* How to complete this task *
Pick each line containing "compass" out of the records.

──────── Data records

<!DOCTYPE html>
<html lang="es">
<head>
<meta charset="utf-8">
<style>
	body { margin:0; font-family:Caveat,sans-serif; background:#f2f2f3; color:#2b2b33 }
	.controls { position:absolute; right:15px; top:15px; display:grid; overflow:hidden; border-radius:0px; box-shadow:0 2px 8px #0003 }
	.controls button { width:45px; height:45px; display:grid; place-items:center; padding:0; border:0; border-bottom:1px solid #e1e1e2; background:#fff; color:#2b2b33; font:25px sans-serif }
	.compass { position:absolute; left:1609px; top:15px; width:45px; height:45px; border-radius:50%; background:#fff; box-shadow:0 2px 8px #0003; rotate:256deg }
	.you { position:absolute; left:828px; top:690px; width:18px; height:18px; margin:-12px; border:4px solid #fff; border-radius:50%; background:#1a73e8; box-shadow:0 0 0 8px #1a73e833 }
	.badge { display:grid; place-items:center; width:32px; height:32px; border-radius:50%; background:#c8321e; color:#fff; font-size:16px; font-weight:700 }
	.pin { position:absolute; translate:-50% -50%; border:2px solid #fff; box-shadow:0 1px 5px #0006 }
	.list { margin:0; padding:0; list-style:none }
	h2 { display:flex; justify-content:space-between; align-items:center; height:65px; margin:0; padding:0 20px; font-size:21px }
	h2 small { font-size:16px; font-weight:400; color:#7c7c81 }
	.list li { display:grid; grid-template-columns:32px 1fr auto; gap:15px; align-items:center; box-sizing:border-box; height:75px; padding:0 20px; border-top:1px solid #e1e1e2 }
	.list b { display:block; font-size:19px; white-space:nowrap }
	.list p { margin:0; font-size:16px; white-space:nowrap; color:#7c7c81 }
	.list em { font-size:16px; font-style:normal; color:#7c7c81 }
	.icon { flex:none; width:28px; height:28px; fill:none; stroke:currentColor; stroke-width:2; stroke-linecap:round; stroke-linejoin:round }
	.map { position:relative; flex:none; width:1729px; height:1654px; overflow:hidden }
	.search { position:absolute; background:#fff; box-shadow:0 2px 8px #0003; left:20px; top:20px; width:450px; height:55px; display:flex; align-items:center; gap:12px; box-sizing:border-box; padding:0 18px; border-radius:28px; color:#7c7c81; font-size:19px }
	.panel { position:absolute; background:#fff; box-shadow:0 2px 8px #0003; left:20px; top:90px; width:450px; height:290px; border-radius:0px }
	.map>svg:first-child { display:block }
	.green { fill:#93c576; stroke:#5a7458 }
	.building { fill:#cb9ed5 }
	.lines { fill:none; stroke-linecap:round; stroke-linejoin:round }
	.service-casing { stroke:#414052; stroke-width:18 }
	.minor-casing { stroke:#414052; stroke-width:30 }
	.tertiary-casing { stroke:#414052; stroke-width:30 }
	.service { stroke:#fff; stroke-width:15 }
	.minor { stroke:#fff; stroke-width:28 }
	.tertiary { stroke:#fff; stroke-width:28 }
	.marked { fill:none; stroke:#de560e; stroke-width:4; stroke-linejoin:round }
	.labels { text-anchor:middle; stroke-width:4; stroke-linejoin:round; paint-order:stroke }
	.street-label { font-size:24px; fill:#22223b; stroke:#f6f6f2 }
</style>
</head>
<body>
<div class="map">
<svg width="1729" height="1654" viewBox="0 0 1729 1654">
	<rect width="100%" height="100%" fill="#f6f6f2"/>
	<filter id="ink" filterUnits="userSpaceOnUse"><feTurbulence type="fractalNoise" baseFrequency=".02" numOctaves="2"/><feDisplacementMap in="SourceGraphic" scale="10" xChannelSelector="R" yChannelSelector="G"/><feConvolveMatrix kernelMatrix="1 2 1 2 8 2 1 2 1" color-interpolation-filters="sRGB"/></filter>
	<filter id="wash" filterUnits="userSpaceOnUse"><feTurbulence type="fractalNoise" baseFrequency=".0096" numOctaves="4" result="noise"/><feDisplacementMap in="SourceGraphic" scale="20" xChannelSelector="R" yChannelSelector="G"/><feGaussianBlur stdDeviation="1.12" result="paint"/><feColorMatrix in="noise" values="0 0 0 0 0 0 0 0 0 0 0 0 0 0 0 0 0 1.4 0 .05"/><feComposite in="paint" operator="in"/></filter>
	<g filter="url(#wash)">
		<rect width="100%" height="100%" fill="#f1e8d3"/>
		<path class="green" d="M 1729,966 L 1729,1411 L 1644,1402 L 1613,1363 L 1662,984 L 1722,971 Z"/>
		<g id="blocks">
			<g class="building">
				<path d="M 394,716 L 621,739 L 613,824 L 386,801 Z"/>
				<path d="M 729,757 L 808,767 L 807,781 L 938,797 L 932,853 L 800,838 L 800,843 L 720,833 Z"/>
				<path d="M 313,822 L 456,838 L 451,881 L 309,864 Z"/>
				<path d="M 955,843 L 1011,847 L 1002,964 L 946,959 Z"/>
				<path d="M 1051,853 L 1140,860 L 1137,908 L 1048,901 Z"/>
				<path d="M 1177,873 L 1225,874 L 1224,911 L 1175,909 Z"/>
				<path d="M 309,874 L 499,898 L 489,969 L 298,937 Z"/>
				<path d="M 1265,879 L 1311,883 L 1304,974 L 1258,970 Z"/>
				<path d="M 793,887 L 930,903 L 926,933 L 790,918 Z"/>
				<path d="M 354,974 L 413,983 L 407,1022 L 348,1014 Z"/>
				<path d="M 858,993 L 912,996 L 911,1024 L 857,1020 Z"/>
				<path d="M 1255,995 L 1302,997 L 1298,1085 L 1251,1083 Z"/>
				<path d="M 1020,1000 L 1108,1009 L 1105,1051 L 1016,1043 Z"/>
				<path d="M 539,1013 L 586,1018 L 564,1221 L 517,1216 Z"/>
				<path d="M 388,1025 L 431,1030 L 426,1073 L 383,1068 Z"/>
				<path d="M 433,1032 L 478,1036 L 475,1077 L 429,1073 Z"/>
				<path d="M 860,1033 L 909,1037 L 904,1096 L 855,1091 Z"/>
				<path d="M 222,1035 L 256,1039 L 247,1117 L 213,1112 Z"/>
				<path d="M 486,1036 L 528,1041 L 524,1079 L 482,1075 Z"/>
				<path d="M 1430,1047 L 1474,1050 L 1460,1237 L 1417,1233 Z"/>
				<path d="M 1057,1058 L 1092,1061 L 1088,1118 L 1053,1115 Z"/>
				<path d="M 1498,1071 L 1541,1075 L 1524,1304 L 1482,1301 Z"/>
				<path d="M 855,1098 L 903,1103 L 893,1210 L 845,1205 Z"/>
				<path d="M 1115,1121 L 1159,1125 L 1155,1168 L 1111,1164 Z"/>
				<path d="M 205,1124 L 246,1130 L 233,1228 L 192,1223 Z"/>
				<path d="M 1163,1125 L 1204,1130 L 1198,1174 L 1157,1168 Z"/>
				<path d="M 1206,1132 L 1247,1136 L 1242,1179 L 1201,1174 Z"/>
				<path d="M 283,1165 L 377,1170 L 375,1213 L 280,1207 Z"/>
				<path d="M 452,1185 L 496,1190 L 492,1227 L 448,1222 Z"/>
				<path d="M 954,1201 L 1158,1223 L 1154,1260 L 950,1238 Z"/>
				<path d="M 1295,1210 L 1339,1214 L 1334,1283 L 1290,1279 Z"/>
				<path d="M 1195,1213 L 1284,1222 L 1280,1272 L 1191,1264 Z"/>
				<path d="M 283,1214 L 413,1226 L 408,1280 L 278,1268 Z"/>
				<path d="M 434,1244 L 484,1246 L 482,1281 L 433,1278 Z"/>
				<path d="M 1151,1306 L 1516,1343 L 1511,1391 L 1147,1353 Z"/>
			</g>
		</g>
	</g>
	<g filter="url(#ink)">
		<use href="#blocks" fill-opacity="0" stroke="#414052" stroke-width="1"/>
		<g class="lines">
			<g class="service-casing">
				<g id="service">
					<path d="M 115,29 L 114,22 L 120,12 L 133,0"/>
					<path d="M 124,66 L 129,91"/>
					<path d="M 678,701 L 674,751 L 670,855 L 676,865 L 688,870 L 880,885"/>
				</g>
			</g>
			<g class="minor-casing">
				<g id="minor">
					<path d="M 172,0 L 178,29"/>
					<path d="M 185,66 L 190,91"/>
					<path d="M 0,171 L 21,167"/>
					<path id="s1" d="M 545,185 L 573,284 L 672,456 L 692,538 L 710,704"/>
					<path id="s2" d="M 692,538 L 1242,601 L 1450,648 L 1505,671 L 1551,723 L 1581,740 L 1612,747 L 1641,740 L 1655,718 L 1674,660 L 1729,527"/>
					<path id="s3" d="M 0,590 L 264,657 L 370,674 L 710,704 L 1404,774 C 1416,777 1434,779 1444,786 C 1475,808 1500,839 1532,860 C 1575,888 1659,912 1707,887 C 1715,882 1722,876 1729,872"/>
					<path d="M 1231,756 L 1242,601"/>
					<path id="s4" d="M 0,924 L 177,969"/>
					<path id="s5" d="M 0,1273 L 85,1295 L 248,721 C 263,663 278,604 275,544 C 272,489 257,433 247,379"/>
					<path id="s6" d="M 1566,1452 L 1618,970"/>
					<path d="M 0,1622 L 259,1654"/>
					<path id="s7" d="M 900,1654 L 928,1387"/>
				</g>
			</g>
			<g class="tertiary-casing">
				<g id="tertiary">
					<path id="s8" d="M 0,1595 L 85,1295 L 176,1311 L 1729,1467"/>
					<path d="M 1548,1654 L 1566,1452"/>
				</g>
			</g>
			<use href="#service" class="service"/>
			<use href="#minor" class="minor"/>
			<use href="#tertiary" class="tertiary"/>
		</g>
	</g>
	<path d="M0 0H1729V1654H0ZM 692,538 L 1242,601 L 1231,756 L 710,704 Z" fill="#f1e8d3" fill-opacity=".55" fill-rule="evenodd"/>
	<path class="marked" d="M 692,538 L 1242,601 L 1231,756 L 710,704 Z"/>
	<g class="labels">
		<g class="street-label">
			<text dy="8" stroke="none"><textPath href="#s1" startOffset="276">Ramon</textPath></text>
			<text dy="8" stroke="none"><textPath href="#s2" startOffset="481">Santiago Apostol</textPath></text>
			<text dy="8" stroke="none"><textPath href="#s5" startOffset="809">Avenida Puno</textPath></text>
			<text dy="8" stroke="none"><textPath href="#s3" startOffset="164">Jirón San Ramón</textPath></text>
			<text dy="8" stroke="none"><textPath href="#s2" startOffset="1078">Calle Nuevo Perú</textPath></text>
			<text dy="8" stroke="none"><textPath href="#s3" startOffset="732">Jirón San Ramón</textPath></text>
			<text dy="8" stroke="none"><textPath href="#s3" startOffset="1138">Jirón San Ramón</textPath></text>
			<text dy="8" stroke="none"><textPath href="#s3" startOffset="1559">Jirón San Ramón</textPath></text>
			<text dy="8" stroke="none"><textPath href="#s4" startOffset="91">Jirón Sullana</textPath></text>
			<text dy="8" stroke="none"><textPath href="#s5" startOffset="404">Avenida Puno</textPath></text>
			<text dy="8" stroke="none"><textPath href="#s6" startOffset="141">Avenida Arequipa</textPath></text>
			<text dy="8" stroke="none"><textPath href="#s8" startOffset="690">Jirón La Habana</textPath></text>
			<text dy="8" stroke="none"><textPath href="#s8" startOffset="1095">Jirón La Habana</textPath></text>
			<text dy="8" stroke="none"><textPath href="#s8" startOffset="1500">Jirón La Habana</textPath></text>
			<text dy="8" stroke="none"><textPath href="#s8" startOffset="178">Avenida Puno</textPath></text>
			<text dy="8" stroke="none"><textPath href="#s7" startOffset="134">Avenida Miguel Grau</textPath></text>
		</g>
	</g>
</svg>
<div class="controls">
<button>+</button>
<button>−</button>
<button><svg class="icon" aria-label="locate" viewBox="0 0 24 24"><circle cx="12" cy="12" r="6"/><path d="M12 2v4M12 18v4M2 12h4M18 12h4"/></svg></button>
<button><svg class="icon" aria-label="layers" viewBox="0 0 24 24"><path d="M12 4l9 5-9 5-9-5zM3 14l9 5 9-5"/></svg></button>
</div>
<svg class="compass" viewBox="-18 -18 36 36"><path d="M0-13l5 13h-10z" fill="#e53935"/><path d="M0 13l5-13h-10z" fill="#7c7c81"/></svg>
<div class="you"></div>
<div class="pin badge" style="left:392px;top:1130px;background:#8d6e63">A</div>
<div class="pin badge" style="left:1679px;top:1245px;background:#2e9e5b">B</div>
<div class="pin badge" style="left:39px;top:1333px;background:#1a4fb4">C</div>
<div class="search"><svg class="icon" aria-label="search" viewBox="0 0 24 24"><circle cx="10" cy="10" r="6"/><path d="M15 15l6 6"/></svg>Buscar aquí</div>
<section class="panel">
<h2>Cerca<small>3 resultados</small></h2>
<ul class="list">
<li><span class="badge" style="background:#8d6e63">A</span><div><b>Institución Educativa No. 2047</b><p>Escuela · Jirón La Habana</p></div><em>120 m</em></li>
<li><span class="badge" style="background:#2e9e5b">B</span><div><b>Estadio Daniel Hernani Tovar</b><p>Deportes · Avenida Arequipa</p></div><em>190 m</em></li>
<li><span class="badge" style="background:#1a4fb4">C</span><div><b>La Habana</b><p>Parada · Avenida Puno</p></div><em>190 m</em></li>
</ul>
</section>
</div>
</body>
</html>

────────────────

* Output of the task *
	.compass { position:absolute; left:1609px; top:15px; width:45px; height:45px; border-radius:50%; background:#fff; box-shadow:0 2px 8px #0003; rotate:256deg }
<svg class="compass" viewBox="-18 -18 36 36"><path d="M0-13l5 13h-10z" fill="#e53935"/><path d="M0 13l5-13h-10z" fill="#7c7c81"/></svg>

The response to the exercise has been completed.